Through our experience anonymizing different types of structured data for public release, the transformations needed to withstand privacy attacks would not be well suited to clinical trial data. The prevalent populations are relatively small and the number of variables in these datasets is very high.
2. A common threshold is not the same as an integrated approach.
A common threshold can be used across documents and data without necessarily integrating anonymization of the two.
3. Analytic utility of both documents and data needs to be considered.
Another common question relates to the analytic utility of the documents and data in combination.
We often hear concerns related to being able to use the documents and data in combination. Often, these use cases can be satisfied by applying patient ID pseudonyms consistently across documents and data.

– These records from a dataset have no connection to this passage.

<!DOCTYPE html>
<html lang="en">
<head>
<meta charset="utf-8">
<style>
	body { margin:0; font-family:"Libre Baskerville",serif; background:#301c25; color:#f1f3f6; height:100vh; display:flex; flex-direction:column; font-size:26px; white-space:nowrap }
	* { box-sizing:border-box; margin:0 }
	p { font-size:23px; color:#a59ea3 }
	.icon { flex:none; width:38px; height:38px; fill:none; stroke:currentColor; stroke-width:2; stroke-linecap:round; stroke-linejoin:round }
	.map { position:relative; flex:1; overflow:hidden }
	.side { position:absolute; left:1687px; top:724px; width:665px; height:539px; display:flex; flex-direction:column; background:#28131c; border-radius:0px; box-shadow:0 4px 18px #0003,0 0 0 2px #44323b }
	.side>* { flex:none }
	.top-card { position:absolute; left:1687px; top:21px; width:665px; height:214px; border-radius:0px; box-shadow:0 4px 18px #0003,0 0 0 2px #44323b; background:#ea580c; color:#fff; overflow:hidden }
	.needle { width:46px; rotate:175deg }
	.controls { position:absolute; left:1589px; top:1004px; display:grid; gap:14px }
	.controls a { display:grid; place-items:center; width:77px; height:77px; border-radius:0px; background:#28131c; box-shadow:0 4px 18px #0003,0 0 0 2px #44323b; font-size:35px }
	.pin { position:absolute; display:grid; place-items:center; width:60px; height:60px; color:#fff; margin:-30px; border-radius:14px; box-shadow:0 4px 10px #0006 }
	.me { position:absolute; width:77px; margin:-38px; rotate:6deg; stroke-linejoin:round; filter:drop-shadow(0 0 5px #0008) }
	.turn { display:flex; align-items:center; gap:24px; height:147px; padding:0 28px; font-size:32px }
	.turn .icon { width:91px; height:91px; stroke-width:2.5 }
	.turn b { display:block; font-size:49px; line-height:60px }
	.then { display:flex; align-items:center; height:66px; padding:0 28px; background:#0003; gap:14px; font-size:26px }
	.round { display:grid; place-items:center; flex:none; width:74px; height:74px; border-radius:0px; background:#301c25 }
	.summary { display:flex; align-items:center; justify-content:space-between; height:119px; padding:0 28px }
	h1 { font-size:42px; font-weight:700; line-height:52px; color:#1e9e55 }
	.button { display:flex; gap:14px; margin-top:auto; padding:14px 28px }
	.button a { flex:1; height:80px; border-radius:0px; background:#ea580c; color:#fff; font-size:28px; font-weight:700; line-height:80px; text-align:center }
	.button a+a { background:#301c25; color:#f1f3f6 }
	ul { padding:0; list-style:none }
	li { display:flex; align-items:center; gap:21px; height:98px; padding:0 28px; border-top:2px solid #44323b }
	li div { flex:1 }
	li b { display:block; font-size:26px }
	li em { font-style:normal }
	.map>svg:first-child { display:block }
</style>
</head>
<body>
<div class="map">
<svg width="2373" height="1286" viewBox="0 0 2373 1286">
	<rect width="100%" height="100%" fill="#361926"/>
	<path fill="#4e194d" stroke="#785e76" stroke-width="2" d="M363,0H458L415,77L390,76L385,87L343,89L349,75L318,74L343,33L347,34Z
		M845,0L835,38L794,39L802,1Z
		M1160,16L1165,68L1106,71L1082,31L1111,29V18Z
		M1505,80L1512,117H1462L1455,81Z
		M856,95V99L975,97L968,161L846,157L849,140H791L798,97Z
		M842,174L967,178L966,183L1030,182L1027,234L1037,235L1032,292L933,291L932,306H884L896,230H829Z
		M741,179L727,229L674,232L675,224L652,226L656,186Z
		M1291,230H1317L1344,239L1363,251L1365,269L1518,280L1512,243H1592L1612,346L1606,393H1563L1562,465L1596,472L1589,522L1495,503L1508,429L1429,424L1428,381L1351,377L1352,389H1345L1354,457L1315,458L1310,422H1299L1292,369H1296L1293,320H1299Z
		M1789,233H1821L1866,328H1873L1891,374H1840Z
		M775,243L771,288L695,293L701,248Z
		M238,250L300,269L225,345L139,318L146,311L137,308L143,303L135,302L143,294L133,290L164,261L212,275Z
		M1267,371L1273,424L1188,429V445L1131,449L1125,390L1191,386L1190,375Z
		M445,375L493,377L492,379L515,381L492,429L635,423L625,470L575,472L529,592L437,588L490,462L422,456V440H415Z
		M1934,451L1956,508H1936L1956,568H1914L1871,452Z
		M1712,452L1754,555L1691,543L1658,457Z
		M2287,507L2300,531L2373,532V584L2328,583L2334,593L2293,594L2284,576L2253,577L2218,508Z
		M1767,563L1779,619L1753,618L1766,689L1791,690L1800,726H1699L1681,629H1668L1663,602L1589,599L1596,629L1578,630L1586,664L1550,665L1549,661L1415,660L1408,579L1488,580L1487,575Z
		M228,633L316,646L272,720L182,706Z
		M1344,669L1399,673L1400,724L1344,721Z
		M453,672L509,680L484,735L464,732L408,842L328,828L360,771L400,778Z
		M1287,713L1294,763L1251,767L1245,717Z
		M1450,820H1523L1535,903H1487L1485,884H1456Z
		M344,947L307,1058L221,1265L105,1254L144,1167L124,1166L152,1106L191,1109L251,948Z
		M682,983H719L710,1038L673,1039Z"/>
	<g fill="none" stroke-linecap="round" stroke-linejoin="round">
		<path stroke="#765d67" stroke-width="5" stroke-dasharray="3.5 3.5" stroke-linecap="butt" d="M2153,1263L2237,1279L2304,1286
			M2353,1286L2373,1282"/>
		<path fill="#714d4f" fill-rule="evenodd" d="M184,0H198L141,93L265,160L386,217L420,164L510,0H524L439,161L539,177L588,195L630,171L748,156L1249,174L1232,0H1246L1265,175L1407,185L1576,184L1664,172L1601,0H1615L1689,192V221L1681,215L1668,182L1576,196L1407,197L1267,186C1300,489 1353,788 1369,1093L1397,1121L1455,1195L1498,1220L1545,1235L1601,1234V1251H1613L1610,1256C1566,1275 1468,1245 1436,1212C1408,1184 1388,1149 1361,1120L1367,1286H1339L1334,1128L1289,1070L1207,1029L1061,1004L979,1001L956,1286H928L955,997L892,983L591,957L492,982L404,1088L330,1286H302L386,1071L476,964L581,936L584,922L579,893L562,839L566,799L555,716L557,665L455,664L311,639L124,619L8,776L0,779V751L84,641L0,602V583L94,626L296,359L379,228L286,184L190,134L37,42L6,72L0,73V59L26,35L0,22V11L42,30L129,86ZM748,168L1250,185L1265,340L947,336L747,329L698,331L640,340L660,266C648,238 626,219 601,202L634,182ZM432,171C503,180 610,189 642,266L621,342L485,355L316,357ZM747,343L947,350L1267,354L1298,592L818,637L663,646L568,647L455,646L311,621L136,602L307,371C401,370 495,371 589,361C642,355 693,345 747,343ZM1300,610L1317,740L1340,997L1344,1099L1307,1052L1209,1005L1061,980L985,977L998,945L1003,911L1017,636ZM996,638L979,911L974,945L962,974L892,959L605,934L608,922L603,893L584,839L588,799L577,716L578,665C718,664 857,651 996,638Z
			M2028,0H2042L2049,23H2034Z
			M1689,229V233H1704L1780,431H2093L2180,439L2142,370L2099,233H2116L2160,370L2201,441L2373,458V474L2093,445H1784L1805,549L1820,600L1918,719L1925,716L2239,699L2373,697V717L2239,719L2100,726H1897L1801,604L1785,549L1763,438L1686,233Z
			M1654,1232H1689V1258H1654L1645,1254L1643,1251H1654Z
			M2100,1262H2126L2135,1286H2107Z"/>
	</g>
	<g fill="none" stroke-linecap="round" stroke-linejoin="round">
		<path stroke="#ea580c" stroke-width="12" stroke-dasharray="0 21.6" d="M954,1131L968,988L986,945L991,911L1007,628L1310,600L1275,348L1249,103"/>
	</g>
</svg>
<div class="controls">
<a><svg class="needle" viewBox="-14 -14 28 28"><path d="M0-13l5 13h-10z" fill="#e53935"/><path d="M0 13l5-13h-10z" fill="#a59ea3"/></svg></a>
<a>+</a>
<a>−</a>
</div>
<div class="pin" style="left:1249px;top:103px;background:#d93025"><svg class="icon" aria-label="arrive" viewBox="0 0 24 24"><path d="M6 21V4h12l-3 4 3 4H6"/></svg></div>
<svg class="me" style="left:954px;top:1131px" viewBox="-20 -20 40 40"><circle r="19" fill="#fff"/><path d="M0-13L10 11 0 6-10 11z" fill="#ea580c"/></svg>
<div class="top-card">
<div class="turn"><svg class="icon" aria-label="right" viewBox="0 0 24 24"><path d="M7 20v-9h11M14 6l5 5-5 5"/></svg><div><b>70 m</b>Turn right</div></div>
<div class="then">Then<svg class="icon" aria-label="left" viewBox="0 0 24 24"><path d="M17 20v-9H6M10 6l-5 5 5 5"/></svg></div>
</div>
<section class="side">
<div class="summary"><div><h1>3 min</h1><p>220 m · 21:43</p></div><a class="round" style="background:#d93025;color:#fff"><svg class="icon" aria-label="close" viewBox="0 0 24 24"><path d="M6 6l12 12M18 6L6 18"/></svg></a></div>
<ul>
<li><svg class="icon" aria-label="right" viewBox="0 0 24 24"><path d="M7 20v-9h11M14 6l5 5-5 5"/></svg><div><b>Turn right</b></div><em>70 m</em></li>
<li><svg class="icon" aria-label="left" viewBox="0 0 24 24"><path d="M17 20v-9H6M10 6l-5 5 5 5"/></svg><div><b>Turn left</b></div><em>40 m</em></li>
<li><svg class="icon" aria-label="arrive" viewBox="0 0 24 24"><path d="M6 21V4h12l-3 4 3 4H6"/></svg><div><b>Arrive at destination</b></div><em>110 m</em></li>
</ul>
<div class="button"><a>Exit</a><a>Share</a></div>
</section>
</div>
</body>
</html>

Risk-based anonymization balances transparency and privacy.
A risk-based anonymization approach balances two objectives: transparency and privacy.
Transparency is achieved by retaining utility in the data so that it can be used for secondary analysis and research. Privacy is achieved by ensuring sufficiently low risk of re-identification.
“One-size-fits-all” may not fit.
Integration can sound simple but often introduces unwanted trade-offs. As with many examples in practice, a one-size-fits-all approach to privacy can fail.
Many of the principles behind best practices in privacy and Privacy by Design are anchored in contextual alignment. Business goals should inform privacy approaches.
We have seen many cases where the context of disclosure suggests that integration is not the best approach, whether the goal is cost-reduction or research/analysis. And for compliance readiness, speculating too early may result in rework downstream. Considering the context of the release remains core to adopting the right de-identification solution.